> Records for the task
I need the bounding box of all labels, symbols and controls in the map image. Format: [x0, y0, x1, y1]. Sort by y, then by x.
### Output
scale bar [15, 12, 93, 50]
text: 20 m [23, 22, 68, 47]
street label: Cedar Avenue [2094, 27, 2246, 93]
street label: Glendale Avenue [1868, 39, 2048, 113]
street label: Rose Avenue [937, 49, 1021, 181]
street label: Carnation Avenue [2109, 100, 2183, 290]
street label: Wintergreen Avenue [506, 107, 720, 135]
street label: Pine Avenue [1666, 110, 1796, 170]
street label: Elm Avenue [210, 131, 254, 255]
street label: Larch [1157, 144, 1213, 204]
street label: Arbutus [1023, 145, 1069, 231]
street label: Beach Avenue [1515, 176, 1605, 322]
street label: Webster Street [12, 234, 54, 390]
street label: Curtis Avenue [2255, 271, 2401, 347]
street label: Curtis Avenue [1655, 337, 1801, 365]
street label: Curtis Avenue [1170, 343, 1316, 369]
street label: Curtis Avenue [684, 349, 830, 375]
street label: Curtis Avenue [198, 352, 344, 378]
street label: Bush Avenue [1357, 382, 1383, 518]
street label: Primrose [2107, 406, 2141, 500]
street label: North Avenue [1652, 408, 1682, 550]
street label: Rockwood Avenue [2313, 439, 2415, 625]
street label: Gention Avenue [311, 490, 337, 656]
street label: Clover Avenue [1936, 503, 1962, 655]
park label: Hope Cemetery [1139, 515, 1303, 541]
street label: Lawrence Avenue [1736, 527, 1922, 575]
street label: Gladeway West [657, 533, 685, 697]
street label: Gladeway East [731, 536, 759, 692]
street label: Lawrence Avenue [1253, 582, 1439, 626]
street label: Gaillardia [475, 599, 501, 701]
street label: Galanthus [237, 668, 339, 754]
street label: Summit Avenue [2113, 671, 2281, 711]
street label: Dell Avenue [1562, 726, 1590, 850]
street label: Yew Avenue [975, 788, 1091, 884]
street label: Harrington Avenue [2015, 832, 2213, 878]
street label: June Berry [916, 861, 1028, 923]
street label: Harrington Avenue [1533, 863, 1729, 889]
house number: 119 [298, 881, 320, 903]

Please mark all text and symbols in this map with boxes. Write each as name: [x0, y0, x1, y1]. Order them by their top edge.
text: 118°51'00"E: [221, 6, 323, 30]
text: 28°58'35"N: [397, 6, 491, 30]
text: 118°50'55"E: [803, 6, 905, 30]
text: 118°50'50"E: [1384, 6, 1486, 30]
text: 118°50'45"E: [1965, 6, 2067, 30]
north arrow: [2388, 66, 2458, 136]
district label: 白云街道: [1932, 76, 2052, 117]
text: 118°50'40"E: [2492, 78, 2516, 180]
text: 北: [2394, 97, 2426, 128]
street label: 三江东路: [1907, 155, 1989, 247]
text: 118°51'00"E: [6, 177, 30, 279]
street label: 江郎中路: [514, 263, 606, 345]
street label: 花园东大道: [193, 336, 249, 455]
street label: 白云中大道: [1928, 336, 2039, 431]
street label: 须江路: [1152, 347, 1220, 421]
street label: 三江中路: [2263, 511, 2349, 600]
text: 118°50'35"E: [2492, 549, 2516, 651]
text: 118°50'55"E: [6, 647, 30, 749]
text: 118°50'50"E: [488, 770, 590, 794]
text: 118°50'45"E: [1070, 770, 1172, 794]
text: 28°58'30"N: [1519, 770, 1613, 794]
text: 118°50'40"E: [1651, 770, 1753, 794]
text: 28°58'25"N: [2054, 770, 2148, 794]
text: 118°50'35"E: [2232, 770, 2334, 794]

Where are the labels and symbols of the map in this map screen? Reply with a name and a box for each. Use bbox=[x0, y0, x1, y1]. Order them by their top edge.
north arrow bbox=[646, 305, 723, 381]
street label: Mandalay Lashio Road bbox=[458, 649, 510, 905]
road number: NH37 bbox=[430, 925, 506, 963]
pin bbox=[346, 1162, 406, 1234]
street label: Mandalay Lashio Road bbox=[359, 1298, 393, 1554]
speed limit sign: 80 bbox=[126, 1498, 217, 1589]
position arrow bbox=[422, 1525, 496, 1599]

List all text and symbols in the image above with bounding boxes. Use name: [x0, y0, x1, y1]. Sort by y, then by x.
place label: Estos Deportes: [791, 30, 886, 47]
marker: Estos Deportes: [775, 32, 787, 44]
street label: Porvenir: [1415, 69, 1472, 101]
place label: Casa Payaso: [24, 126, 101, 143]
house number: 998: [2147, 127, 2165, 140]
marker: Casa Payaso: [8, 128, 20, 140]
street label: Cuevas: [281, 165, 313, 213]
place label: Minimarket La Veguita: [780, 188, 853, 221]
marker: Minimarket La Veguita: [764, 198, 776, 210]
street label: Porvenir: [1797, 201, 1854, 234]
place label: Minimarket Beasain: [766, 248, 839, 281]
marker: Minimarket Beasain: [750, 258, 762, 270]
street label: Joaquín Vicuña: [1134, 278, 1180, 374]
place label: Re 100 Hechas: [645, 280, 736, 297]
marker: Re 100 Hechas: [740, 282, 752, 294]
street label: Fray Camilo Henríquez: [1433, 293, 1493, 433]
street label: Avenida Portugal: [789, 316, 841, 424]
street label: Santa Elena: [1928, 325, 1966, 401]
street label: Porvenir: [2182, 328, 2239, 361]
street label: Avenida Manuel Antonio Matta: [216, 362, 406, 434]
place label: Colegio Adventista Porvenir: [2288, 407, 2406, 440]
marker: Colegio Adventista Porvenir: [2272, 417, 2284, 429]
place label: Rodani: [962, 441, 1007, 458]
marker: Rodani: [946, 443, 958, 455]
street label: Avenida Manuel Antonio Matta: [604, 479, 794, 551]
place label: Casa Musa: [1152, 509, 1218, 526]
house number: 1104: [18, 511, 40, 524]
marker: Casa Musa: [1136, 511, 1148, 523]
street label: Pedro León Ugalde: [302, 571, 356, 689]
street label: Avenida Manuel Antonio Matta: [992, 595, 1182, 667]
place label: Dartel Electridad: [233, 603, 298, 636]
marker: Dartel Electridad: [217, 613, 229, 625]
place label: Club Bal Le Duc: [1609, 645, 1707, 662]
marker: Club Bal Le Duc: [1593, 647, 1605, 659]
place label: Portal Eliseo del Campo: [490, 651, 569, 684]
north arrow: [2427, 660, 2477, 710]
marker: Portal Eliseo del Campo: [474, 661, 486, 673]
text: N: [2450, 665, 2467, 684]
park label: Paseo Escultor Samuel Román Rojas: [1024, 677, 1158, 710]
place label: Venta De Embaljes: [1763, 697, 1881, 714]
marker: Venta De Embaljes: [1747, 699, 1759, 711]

> The problem
Print out the data exactly once more.

> Answer to this task
I need the bounding box of all labels, symbols and controls in the map image. Format: [x0, y0, x1, y1]. Sort by y, then by x.
### Output
scale bar [15, 12, 93, 50]
text: 20 m [23, 22, 68, 47]
street label: Cedar Avenue [2094, 27, 2246, 93]
street label: Glendale Avenue [1868, 39, 2048, 113]
street label: Rose Avenue [937, 49, 1021, 181]
street label: Carnation Avenue [2109, 100, 2183, 290]
street label: Wintergreen Avenue [506, 107, 720, 135]
street label: Pine Avenue [1666, 110, 1796, 170]
street label: Elm Avenue [210, 131, 254, 255]
street label: Larch [1157, 144, 1213, 204]
street label: Arbutus [1023, 145, 1069, 231]
street label: Beach Avenue [1515, 176, 1605, 322]
street label: Webster Street [12, 234, 54, 390]
street label: Curtis Avenue [2255, 271, 2401, 347]
street label: Curtis Avenue [1655, 337, 1801, 365]
street label: Curtis Avenue [1170, 343, 1316, 369]
street label: Curtis Avenue [684, 349, 830, 375]
street label: Curtis Avenue [198, 352, 344, 378]
street label: Bush Avenue [1357, 382, 1383, 518]
street label: Primrose [2107, 406, 2141, 500]
street label: North Avenue [1652, 408, 1682, 550]
street label: Rockwood Avenue [2313, 439, 2415, 625]
street label: Gention Avenue [311, 490, 337, 656]
street label: Clover Avenue [1936, 503, 1962, 655]
park label: Hope Cemetery [1139, 515, 1303, 541]
street label: Lawrence Avenue [1736, 527, 1922, 575]
street label: Gladeway West [657, 533, 685, 697]
street label: Gladeway East [731, 536, 759, 692]
street label: Lawrence Avenue [1253, 582, 1439, 626]
street label: Gaillardia [475, 599, 501, 701]
street label: Galanthus [237, 668, 339, 754]
street label: Summit Avenue [2113, 671, 2281, 711]
street label: Dell Avenue [1562, 726, 1590, 850]
street label: Yew Avenue [975, 788, 1091, 884]
street label: Harrington Avenue [2015, 832, 2213, 878]
street label: June Berry [916, 861, 1028, 923]
street label: Harrington Avenue [1533, 863, 1729, 889]
house number: 119 [298, 881, 320, 903]

Please mark all text and symbols in this map with boxes. Write each as name: [x0, y0, x1, y1]. Order them by their top edge.
text: 118°51'00"E: [221, 6, 323, 30]
text: 28°58'35"N: [397, 6, 491, 30]
text: 118°50'55"E: [803, 6, 905, 30]
text: 118°50'50"E: [1384, 6, 1486, 30]
text: 118°50'45"E: [1965, 6, 2067, 30]
north arrow: [2388, 66, 2458, 136]
district label: 白云街道: [1932, 76, 2052, 117]
text: 118°50'40"E: [2492, 78, 2516, 180]
text: 北: [2394, 97, 2426, 128]
street label: 三江东路: [1907, 155, 1989, 247]
text: 118°51'00"E: [6, 177, 30, 279]
street label: 江郎中路: [514, 263, 606, 345]
street label: 花园东大道: [193, 336, 249, 455]
street label: 白云中大道: [1928, 336, 2039, 431]
street label: 须江路: [1152, 347, 1220, 421]
street label: 三江中路: [2263, 511, 2349, 600]
text: 118°50'35"E: [2492, 549, 2516, 651]
text: 118°50'55"E: [6, 647, 30, 749]
text: 118°50'50"E: [488, 770, 590, 794]
text: 118°50'45"E: [1070, 770, 1172, 794]
text: 28°58'30"N: [1519, 770, 1613, 794]
text: 118°50'40"E: [1651, 770, 1753, 794]
text: 28°58'25"N: [2054, 770, 2148, 794]
text: 118°50'35"E: [2232, 770, 2334, 794]

Where are the labels and symbols of the map in this map screen? Reply with a name and a box for each. Use bbox=[x0, y0, x1, y1]. Order them by their top edge.
north arrow bbox=[646, 305, 723, 381]
street label: Mandalay Lashio Road bbox=[458, 649, 510, 905]
road number: NH37 bbox=[430, 925, 506, 963]
pin bbox=[346, 1162, 406, 1234]
street label: Mandalay Lashio Road bbox=[359, 1298, 393, 1554]
speed limit sign: 80 bbox=[126, 1498, 217, 1589]
position arrow bbox=[422, 1525, 496, 1599]

List all text and symbols in the image above with bounding boxes. Use name: [x0, y0, x1, y1]. Sort by y, then by x.
place label: Estos Deportes: [791, 30, 886, 47]
marker: Estos Deportes: [775, 32, 787, 44]
street label: Porvenir: [1415, 69, 1472, 101]
place label: Casa Payaso: [24, 126, 101, 143]
house number: 998: [2147, 127, 2165, 140]
marker: Casa Payaso: [8, 128, 20, 140]
street label: Cuevas: [281, 165, 313, 213]
place label: Minimarket La Veguita: [780, 188, 853, 221]
marker: Minimarket La Veguita: [764, 198, 776, 210]
street label: Porvenir: [1797, 201, 1854, 234]
place label: Minimarket Beasain: [766, 248, 839, 281]
marker: Minimarket Beasain: [750, 258, 762, 270]
street label: Joaquín Vicuña: [1134, 278, 1180, 374]
place label: Re 100 Hechas: [645, 280, 736, 297]
marker: Re 100 Hechas: [740, 282, 752, 294]
street label: Fray Camilo Henríquez: [1433, 293, 1493, 433]
street label: Avenida Portugal: [789, 316, 841, 424]
street label: Santa Elena: [1928, 325, 1966, 401]
street label: Porvenir: [2182, 328, 2239, 361]
street label: Avenida Manuel Antonio Matta: [216, 362, 406, 434]
place label: Colegio Adventista Porvenir: [2288, 407, 2406, 440]
marker: Colegio Adventista Porvenir: [2272, 417, 2284, 429]
place label: Rodani: [962, 441, 1007, 458]
marker: Rodani: [946, 443, 958, 455]
street label: Avenida Manuel Antonio Matta: [604, 479, 794, 551]
place label: Casa Musa: [1152, 509, 1218, 526]
house number: 1104: [18, 511, 40, 524]
marker: Casa Musa: [1136, 511, 1148, 523]
street label: Pedro León Ugalde: [302, 571, 356, 689]
street label: Avenida Manuel Antonio Matta: [992, 595, 1182, 667]
place label: Dartel Electridad: [233, 603, 298, 636]
marker: Dartel Electridad: [217, 613, 229, 625]
place label: Club Bal Le Duc: [1609, 645, 1707, 662]
marker: Club Bal Le Duc: [1593, 647, 1605, 659]
place label: Portal Eliseo del Campo: [490, 651, 569, 684]
north arrow: [2427, 660, 2477, 710]
marker: Portal Eliseo del Campo: [474, 661, 486, 673]
text: N: [2450, 665, 2467, 684]
park label: Paseo Escultor Samuel Román Rojas: [1024, 677, 1158, 710]
place label: Venta De Embaljes: [1763, 697, 1881, 714]
marker: Venta De Embaljes: [1747, 699, 1759, 711]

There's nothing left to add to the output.